It seems like a natural extension of how variables (immutable by default, mutable if specified) are defined to allow the programmer to dictate a specific range of allowed values for an integer. If I know a value is only valid between 0-1000 the sooner I declare that the better it is for catching bugs, off by one errors, and more…
Doesn’t Rust have enough support for operator overloading to be able to build a reasonable RangedNumber library without needing explicit language support? That seems to have been enough for C++ users over the years. I suppose it might be nice to have range checking for the builtin types available in debug builds, but I’d be very wary of putting a range constraint in code with no guarantee that it’d be enforced in any way.

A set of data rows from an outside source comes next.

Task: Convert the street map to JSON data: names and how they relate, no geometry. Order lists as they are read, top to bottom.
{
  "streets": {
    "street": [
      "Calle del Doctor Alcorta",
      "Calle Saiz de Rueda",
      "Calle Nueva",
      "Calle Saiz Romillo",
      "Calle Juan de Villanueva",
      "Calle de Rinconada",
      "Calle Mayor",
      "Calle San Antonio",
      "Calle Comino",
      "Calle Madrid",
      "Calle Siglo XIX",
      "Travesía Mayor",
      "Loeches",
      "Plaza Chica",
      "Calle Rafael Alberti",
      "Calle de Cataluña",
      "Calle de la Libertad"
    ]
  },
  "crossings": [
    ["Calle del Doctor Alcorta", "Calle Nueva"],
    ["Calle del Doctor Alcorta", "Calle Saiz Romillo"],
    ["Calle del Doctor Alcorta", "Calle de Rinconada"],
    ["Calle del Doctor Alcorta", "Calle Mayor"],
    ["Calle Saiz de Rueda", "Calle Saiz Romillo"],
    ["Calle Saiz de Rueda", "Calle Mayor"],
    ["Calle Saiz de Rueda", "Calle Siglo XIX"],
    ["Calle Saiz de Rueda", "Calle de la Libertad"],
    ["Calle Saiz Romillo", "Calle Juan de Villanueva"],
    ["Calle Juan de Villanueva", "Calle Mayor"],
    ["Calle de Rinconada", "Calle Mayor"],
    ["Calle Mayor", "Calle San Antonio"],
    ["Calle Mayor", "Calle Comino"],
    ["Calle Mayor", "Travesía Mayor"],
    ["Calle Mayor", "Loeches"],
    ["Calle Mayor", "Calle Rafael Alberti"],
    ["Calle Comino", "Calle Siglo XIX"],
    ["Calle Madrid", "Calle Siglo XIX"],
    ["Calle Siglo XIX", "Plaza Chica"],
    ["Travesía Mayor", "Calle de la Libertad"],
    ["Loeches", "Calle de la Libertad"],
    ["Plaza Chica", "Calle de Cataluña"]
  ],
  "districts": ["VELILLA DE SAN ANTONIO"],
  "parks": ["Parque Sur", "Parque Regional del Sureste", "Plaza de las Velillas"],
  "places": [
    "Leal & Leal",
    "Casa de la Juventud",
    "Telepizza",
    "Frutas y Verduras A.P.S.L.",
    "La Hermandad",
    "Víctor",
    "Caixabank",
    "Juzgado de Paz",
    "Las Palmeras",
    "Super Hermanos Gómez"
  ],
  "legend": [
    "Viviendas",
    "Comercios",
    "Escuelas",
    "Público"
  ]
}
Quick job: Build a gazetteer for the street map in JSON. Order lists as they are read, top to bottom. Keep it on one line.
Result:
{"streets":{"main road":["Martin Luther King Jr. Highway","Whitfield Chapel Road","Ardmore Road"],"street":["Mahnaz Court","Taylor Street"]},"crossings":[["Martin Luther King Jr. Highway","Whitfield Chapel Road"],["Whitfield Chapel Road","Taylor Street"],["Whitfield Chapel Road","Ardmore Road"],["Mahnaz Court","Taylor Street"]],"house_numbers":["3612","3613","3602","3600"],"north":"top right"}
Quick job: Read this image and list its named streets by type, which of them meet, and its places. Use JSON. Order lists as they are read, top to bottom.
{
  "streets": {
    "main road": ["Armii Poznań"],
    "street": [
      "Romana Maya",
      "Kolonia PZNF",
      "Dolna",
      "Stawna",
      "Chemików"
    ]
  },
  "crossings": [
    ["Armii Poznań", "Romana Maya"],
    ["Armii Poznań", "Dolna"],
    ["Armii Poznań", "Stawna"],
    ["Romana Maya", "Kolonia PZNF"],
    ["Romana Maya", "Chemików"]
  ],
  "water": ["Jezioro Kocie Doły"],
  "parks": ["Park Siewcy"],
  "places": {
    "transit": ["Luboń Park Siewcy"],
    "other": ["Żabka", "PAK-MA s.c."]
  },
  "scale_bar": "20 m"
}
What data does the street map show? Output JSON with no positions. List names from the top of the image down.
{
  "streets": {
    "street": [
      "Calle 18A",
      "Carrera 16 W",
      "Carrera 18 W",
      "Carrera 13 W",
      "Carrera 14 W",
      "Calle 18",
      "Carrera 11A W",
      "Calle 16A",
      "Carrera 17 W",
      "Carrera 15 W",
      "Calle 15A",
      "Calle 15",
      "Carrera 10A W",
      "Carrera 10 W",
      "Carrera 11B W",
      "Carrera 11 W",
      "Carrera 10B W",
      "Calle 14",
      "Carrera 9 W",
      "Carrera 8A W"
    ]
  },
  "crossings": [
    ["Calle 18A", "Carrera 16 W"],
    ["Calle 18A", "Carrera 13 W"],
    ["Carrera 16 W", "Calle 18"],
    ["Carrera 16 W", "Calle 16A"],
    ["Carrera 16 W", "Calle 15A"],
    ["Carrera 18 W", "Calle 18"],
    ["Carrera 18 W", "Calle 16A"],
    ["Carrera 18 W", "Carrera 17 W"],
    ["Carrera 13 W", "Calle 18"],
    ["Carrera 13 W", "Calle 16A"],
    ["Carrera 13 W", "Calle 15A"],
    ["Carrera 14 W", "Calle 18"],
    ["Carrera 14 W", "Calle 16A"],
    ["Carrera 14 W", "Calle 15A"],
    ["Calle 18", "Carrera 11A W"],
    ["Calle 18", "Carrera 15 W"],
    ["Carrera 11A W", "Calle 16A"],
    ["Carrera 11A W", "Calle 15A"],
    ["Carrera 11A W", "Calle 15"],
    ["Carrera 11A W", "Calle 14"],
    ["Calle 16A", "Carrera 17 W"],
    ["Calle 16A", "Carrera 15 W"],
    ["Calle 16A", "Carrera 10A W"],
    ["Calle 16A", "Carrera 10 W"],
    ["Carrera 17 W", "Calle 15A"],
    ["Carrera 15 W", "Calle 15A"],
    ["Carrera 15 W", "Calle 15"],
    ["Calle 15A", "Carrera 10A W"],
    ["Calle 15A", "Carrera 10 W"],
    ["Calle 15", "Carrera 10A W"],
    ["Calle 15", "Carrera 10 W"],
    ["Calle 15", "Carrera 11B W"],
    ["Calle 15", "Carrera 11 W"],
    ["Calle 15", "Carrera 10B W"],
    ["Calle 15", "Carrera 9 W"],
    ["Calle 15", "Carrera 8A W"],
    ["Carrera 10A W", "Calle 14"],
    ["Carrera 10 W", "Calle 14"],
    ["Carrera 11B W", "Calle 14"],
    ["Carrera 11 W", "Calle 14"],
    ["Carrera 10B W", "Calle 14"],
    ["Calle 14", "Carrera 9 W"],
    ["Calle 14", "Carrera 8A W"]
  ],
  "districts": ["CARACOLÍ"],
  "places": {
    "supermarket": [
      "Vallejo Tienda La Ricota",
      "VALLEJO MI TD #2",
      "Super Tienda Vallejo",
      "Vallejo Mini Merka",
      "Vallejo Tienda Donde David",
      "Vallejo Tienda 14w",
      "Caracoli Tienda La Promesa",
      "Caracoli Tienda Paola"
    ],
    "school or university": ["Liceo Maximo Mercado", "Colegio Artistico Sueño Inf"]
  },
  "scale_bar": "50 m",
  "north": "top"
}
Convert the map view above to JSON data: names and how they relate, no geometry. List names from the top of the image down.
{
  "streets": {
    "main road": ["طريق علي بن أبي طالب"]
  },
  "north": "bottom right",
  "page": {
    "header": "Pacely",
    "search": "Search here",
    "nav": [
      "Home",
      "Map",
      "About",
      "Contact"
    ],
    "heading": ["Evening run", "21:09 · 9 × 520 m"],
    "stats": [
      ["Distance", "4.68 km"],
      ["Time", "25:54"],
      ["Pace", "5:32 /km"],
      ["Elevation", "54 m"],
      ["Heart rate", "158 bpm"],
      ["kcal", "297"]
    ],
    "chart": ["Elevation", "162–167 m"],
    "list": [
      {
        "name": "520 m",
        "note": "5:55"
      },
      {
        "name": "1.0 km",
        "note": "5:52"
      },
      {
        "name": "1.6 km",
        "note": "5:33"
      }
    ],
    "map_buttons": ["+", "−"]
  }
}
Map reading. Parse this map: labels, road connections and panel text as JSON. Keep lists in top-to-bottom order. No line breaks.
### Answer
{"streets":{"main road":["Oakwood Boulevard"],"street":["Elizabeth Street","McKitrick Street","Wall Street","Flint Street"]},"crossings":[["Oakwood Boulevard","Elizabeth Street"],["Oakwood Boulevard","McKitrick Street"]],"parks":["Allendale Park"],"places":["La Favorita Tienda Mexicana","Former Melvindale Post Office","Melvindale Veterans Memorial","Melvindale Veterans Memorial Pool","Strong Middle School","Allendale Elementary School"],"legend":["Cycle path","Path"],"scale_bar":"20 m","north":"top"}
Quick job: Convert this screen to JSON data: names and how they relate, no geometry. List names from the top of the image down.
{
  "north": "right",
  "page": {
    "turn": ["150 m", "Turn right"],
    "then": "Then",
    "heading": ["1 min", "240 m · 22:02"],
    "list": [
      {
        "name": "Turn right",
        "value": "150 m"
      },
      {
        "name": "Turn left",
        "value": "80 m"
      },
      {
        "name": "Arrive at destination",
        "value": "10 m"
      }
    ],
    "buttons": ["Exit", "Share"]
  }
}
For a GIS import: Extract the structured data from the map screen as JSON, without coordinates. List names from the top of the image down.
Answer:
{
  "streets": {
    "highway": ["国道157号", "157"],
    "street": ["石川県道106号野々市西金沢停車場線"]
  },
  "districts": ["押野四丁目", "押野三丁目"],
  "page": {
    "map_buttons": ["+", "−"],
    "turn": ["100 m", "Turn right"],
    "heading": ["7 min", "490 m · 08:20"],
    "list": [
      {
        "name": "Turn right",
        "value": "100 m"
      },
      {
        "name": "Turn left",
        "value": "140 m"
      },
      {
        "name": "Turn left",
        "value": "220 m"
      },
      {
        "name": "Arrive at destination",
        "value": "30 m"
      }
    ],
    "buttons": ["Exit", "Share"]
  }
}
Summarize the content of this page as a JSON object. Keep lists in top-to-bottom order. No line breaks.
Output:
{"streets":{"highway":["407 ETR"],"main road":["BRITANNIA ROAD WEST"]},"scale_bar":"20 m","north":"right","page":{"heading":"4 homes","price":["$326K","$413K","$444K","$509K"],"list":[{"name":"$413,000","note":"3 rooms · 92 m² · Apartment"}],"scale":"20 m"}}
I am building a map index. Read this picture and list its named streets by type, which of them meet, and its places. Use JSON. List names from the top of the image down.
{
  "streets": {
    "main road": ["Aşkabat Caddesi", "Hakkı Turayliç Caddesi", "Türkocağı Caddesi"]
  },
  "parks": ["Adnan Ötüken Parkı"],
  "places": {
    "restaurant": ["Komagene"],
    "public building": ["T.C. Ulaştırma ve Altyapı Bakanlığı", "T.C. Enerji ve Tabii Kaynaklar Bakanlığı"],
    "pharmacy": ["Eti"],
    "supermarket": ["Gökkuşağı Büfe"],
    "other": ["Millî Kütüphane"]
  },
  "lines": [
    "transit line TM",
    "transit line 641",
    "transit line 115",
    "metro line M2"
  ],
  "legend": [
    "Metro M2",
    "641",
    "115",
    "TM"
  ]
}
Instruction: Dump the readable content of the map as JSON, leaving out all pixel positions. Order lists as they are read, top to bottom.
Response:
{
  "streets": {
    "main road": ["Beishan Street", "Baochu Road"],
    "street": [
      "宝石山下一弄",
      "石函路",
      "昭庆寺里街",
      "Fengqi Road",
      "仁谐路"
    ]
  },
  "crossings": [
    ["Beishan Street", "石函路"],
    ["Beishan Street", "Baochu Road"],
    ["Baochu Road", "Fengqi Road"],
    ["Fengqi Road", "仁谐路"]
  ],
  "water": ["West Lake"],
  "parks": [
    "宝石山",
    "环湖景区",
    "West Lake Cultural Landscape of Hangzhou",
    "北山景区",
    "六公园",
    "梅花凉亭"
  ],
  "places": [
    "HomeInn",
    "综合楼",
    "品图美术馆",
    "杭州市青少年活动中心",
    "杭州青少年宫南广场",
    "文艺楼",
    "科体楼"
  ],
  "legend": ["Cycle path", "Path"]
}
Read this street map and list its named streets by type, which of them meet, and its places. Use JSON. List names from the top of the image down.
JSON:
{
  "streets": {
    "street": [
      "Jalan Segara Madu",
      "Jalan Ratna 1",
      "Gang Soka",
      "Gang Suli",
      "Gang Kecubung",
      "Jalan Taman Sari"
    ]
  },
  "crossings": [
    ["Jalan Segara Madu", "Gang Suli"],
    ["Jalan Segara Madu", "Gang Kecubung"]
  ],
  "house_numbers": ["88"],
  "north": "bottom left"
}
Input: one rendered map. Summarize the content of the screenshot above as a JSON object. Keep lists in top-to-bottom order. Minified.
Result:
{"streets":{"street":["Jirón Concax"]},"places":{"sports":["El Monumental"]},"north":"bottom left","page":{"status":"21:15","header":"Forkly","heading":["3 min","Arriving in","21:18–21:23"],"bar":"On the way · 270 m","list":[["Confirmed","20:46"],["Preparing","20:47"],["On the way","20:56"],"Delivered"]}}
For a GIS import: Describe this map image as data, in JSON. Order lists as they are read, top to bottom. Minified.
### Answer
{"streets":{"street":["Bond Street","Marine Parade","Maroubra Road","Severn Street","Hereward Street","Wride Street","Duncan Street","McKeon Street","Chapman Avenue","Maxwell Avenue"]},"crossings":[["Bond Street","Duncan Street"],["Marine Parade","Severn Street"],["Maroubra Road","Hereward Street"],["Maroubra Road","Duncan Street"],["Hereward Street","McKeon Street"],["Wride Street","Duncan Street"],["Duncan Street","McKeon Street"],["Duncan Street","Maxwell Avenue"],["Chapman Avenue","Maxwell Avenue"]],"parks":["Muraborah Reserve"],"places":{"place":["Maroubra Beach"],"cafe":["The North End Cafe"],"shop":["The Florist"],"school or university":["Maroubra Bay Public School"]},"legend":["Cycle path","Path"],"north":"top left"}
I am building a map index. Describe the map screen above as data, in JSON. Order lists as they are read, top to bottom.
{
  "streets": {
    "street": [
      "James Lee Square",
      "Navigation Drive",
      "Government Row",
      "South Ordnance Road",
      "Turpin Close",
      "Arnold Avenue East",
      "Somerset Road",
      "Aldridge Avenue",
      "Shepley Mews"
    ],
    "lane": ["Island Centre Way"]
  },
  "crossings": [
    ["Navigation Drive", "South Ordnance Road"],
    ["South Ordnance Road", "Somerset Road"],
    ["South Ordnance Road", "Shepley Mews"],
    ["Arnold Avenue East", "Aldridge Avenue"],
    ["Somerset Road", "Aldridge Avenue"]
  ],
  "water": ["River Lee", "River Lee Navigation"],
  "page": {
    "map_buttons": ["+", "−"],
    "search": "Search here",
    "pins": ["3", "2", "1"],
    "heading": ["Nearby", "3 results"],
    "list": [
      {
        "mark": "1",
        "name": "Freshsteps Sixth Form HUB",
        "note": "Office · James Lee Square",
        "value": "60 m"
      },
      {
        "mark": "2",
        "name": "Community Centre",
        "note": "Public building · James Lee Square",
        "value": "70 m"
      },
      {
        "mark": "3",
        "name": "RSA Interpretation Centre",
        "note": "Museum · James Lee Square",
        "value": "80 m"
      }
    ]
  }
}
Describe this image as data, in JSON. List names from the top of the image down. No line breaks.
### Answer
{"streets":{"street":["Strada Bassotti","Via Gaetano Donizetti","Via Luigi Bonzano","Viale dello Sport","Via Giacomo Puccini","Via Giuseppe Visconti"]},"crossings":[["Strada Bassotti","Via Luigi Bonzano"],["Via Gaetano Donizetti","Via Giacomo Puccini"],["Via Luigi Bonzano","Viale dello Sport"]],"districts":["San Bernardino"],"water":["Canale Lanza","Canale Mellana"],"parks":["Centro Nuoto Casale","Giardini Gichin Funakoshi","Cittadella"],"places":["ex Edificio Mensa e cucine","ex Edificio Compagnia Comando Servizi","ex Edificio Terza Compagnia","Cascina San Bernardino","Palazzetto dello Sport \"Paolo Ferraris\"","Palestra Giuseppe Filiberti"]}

Twenty years ago when I did some work in Ada for 68020s, it was general practice to put range constraints on everything that moved. I don’t remember anybody ever questioning it, even in a fairly performance-sensitive environment, but I was very wet behind the ears at the time and don’t know how many real bugs this caught in practice.
Not if you want to encode the range in the type, since generic arguments can’t be values. (Well, not without some nasty hack way to encode a number into a type. When constants as associated items are implemented, it won’t be as nasty, though…)
If bounds checking would be performed in runtime, it is not Rust way (zero-cost abstraction). But elsewhere it requires dependent types support and compiler must prove type safety in that case by proving each usage does not try to access value out of bounds. Type checking in such type system may be undecidable, because you cannot even prove equality of two types if they depends of runtime values (function that return list of words it read from stdin, what return type it may have?)